::: RECORDED DATA
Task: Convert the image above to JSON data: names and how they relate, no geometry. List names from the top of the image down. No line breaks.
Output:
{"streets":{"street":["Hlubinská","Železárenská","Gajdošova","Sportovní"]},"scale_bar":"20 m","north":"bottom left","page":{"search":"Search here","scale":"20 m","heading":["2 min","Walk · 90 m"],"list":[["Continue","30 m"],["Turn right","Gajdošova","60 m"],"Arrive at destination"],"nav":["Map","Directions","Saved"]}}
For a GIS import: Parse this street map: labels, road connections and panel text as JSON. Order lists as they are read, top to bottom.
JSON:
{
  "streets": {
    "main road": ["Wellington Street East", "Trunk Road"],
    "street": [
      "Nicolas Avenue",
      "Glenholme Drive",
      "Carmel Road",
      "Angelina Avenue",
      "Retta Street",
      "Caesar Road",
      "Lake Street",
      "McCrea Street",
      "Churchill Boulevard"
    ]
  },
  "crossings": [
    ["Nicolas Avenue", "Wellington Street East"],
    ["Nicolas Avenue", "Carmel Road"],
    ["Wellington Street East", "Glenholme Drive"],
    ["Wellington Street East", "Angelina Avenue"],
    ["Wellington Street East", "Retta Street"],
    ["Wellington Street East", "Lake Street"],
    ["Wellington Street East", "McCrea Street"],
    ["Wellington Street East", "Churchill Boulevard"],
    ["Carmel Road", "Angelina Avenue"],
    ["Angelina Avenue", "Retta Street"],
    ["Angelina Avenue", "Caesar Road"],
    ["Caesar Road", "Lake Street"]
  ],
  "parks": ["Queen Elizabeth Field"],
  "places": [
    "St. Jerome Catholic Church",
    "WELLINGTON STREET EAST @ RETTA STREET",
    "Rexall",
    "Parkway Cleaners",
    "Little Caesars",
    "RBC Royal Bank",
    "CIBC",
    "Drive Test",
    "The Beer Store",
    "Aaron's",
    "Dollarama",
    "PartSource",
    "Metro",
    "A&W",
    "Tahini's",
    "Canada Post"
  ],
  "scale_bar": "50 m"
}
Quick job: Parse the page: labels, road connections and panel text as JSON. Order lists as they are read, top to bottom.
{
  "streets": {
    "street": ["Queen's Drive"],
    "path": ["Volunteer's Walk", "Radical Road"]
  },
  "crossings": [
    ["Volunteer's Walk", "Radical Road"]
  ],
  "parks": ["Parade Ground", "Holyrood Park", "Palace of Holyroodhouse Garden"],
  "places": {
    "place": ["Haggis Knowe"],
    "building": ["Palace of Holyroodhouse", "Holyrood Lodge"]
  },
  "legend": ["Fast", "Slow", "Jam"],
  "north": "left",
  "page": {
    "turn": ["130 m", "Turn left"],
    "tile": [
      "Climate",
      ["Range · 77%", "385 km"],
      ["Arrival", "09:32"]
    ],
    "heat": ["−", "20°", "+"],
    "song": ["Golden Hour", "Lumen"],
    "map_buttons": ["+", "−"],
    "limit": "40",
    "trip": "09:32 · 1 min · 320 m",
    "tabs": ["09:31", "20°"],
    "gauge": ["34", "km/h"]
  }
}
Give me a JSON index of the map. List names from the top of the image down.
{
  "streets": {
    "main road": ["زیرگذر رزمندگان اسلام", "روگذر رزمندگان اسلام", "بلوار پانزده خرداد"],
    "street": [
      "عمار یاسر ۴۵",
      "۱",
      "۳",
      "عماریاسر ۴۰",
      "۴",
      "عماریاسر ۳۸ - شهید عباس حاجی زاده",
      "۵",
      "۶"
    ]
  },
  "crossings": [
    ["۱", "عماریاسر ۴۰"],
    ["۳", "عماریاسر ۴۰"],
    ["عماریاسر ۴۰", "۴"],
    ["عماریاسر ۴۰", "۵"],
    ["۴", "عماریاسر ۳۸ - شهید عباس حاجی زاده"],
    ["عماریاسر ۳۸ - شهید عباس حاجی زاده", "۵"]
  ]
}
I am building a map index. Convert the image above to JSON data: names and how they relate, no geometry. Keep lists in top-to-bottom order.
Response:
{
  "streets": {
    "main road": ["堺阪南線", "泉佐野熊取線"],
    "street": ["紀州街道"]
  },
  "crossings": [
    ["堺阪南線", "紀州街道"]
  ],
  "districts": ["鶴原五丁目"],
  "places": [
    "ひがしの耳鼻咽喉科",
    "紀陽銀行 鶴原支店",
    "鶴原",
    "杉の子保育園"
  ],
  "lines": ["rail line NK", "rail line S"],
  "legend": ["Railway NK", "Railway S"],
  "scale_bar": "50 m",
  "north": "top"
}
::::::
### TASK TO COMPLETE
The records above are to be duplicated in full and exactly.

### RESULT FOR THIS TASK
Task: Convert the image above to JSON data: names and how they relate, no geometry. List names from the top of the image down. No line breaks.
Output:
{"streets":{"street":["Hlubinská","Železárenská","Gajdošova","Sportovní"]},"scale_bar":"20 m","north":"bottom left","page":{"search":"Search here","scale":"20 m","heading":["2 min","Walk · 90 m"],"list":[["Continue","30 m"],["Turn right","Gajdošova","60 m"],"Arrive at destination"],"nav":["Map","Directions","Saved"]}}
For a GIS import: Parse this street map: labels, road connections and panel text as JSON. Order lists as they are read, top to bottom.
JSON:
{
  "streets": {
    "main road": ["Wellington Street East", "Trunk Road"],
    "street": [
      "Nicolas Avenue",
      "Glenholme Drive",
      "Carmel Road",
      "Angelina Avenue",
      "Retta Street",
      "Caesar Road",
      "Lake Street",
      "McCrea Street",
      "Churchill Boulevard"
    ]
  },
  "crossings": [
    ["Nicolas Avenue", "Wellington Street East"],
    ["Nicolas Avenue", "Carmel Road"],
    ["Wellington Street East", "Glenholme Drive"],
    ["Wellington Street East", "Angelina Avenue"],
    ["Wellington Street East", "Retta Street"],
    ["Wellington Street East", "Lake Street"],
    ["Wellington Street East", "McCrea Street"],
    ["Wellington Street East", "Churchill Boulevard"],
    ["Carmel Road", "Angelina Avenue"],
    ["Angelina Avenue", "Retta Street"],
    ["Angelina Avenue", "Caesar Road"],
    ["Caesar Road", "Lake Street"]
  ],
  "parks": ["Queen Elizabeth Field"],
  "places": [
    "St. Jerome Catholic Church",
    "WELLINGTON STREET EAST @ RETTA STREET",
    "Rexall",
    "Parkway Cleaners",
    "Little Caesars",
    "RBC Royal Bank",
    "CIBC",
    "Drive Test",
    "The Beer Store",
    "Aaron's",
    "Dollarama",
    "PartSource",
    "Metro",
    "A&W",
    "Tahini's",
    "Canada Post"
  ],
  "scale_bar": "50 m"
}
Quick job: Parse the page: labels, road connections and panel text as JSON. Order lists as they are read, top to bottom.
{
  "streets": {
    "street": ["Queen's Drive"],
    "path": ["Volunteer's Walk", "Radical Road"]
  },
  "crossings": [
    ["Volunteer's Walk", "Radical Road"]
  ],
  "parks": ["Parade Ground", "Holyrood Park", "Palace of Holyroodhouse Garden"],
  "places": {
    "place": ["Haggis Knowe"],
    "building": ["Palace of Holyroodhouse", "Holyrood Lodge"]
  },
  "legend": ["Fast", "Slow", "Jam"],
  "north": "left",
  "page": {
    "turn": ["130 m", "Turn left"],
    "tile": [
      "Climate",
      ["Range · 77%", "385 km"],
      ["Arrival", "09:32"]
    ],
    "heat": ["−", "20°", "+"],
    "song": ["Golden Hour", "Lumen"],
    "map_buttons": ["+", "−"],
    "limit": "40",
    "trip": "09:32 · 1 min · 320 m",
    "tabs": ["09:31", "20°"],
    "gauge": ["34", "km/h"]
  }
}
Give me a JSON index of the map. List names from the top of the image down.
{
  "streets": {
    "main road": ["زیرگذر رزمندگان اسلام", "روگذر رزمندگان اسلام", "بلوار پانزده خرداد"],
    "street": [
      "عمار یاسر ۴۵",
      "۱",
      "۳",
      "عماریاسر ۴۰",
      "۴",
      "عماریاسر ۳۸ - شهید عباس حاجی زاده",
      "۵",
      "۶"
    ]
  },
  "crossings": [
    ["۱", "عماریاسر ۴۰"],
    ["۳", "عماریاسر ۴۰"],
    ["عماریاسر ۴۰", "۴"],
    ["عماریاسر ۴۰", "۵"],
    ["۴", "عماریاسر ۳۸ - شهید عباس حاجی زاده"],
    ["عماریاسر ۳۸ - شهید عباس حاجی زاده", "۵"]
  ]
}
I am building a map index. Convert the image above to JSON data: names and how they relate, no geometry. Keep lists in top-to-bottom order.
Response:
{
  "streets": {
    "main road": ["堺阪南線", "泉佐野熊取線"],
    "street": ["紀州街道"]
  },
  "crossings": [
    ["堺阪南線", "紀州街道"]
  ],
  "districts": ["鶴原五丁目"],
  "places": [
    "ひがしの耳鼻咽喉科",
    "紀陽銀行 鶴原支店",
    "鶴原",
    "杉の子保育園"
  ],
  "lines": ["rail line NK", "rail line S"],
  "legend": ["Railway NK", "Railway S"],
  "scale_bar": "50 m",
  "north": "top"
}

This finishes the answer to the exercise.